大通は火防帯として設けられたという説明がなされることがしばしばあるが、本書によるとそうではないらしい。最初は官公庁エリアを民間エリアから隔離するための空閑地として設けられたが、それを明治20年代に火防帯として位置づけなおしたという。



 なぜ開拓使の設置が明治元年(1867年)ではなくて同二年なのか?という疑問をもつ人は、少なくないのではなかろうか。
 実は明治元年には、箱館(現函館)に司法・行政機関を兼務する裁判所(すぐのちに箱館府となる)が設置されたのみで、エゾ地はまだ維新政府の手中に入らないままだった。……(中略)……。
 政府軍が巻き返して榎本を降伏させたのは明治二年の五月のことで、蝦夷が北海道と改められて開拓使が置かれたのが同年七月のことだったのだ。(p.25)


明治元年時点の「日本地図」を描くとしたら、北海道は抜きにして(せいぜい箱館の一部を加えるのみ)描かなければならない状況だった。このことは理解しておく必要がある。北海道は明治に入ってから日本の一部とされ、開拓という名の下で征服(植民地化)されていった、と押さえるべきなのだろう。(それ以前の場所請負人たちがアイヌを使役したやり方に問題があったため、アイヌの人口が激減していたことが、明治になってからの植民地化を比較的スムーズに進めることに寄与したものと思われる。)

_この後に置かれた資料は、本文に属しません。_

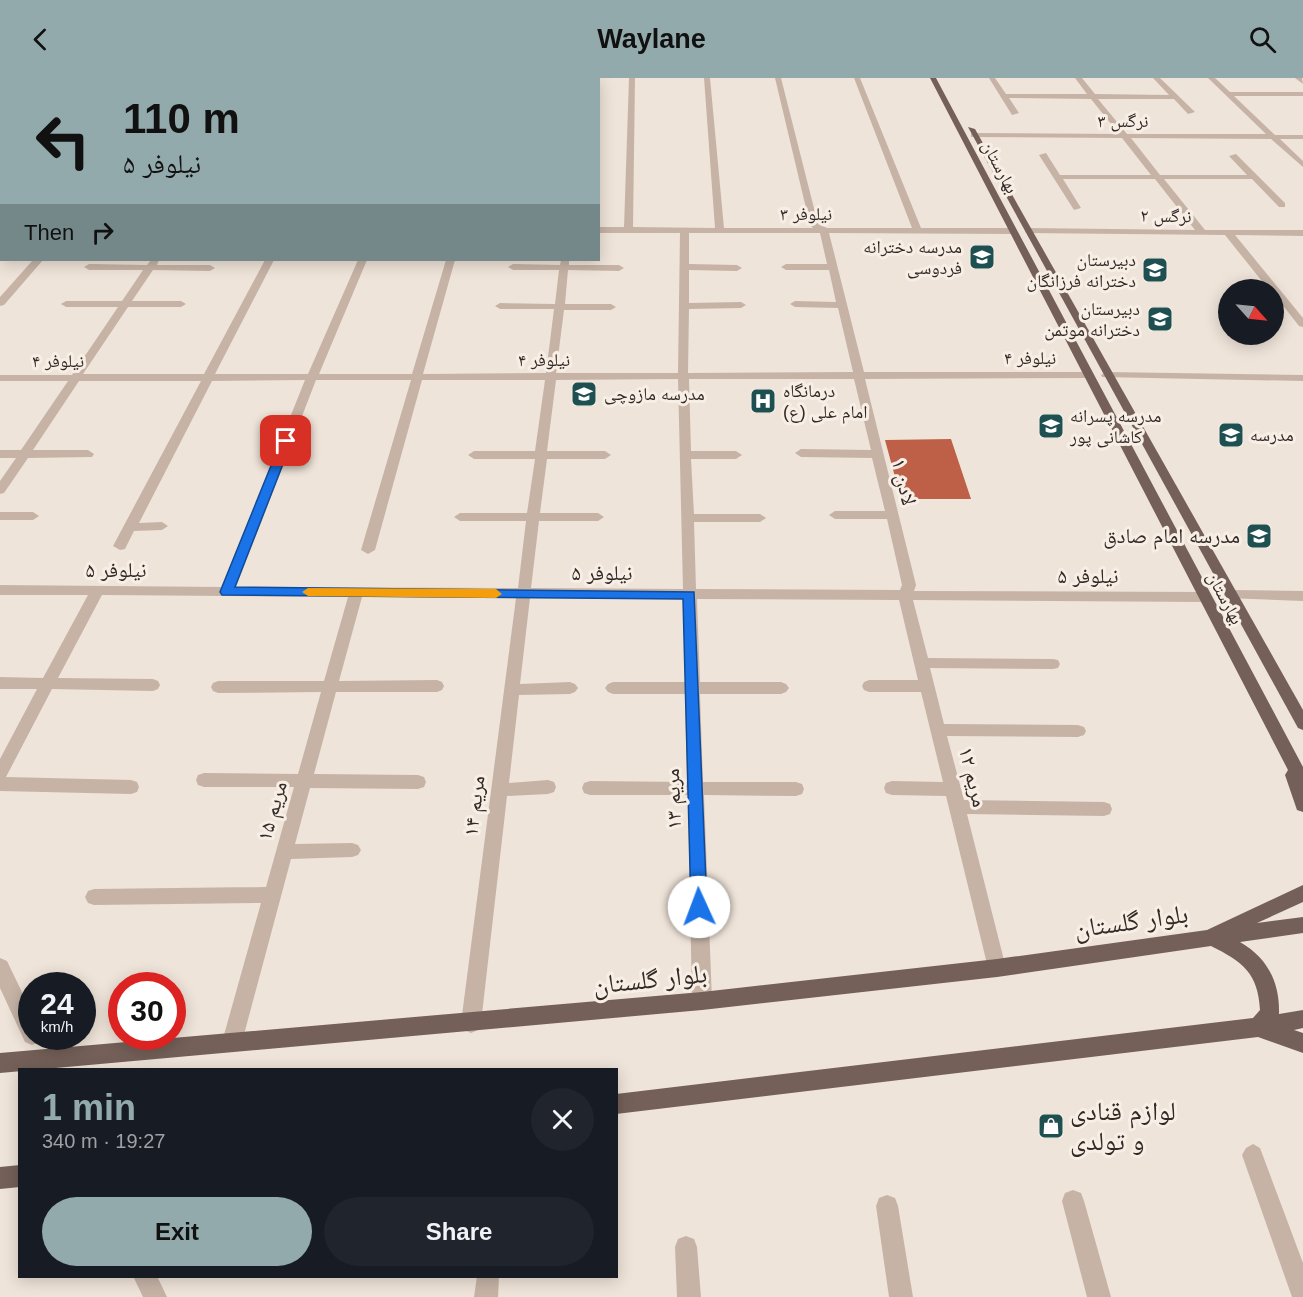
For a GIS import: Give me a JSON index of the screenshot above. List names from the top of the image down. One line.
{"streets":{"main road":["بهارستان","بلوار گلستان"],"street":["نرگس ۳","نیلوفر ۳","نرگس ۲","نیلوفر ۴","لادن ۱","نیلوفر ۵","مریم ۱۲","مریم ۱۳","مریم ۱۴","مریم ۱۵"]},"crossings":[["نرگس ۳","بهارستان"],["بهارستان","نیلوفر ۳"],["بهارستان","نرگس ۲"],["بهارستان","نیلوفر ۴"],["بهارستان","نیلوفر ۵"],["نیلوفر ۳","لادن ۱"],["نیلوفر ۳","مریم ۱۳"],["نیلوفر ۴","لادن ۱"],["نیلوفر ۴","مریم ۱۳"],["نیلوفر ۴","مریم ۱۴"],["لادن ۱","نیلوفر ۵"],["لادن ۱","مریم ۱۲"],["نیلوفر ۵","مریم ۱۲"],["نیلوفر ۵","مریم ۱۳"],["نیلوفر ۵","مریم ۱۴"],["نیلوفر ۵","مریم ۱۵"],["مریم ۱۲","بلوار گلستان"],["مریم ۱۳","بلوار گلستان"],["مریم ۱۴","بلوار گلستان"],["مریم ۱۵","بلوار گلستان"]],"places":{"school or university":["مدرسه دخترانه فردوسی","دبیرستان دخترانه فرزانگان","دبیرستان دخترانه موتمن","مدرسه مازوچی","مدرسه پسرانه کاشانی پور","مدرسه","مدرسه امام صادق"],"hospital":["درمانگاه امام علی (ع)"],"shop":["لوازم قنادی و تولدی"]},"north":"bottom right","page":{"header":"Waylane","turn":["110 m","نیلوفر ۵"],"then":"Then","speed":"24 km/h","limit":"30","heading":["1 min","340 m · 19:27"],"buttons":["Exit","Share"]}}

 いや、それよりも何よりも、ゴムタイヤにしてしまったせいで、JR北海道との相互乗り入れができなくなってしまったではないか!ふつうの鉄のレールにしておけば、新さっぽろ駅で千歳線に、麻生駅から新琴似駅までちょっと延ばして札沼線に、宮の沢駅から発寒駅までちょっと延ばして函館本線に乗り入れることができたのに……。
 そしてさらに、せっかく真駒内駅まで定山渓鉄道跡を利用したのだから、真駒内で停まらずに定山渓までの全線を利用して地下鉄を定山渓まで、とはいわずとも、人口密度の高い簾舞まで走らせることもできたのに。(p.239)


札幌の地下鉄がゴムタイヤを使っていることの結果としてJRとの乗り入れができなくなったという指摘。あまり考えたことがなかったが、言われてみるとその通りだと思う。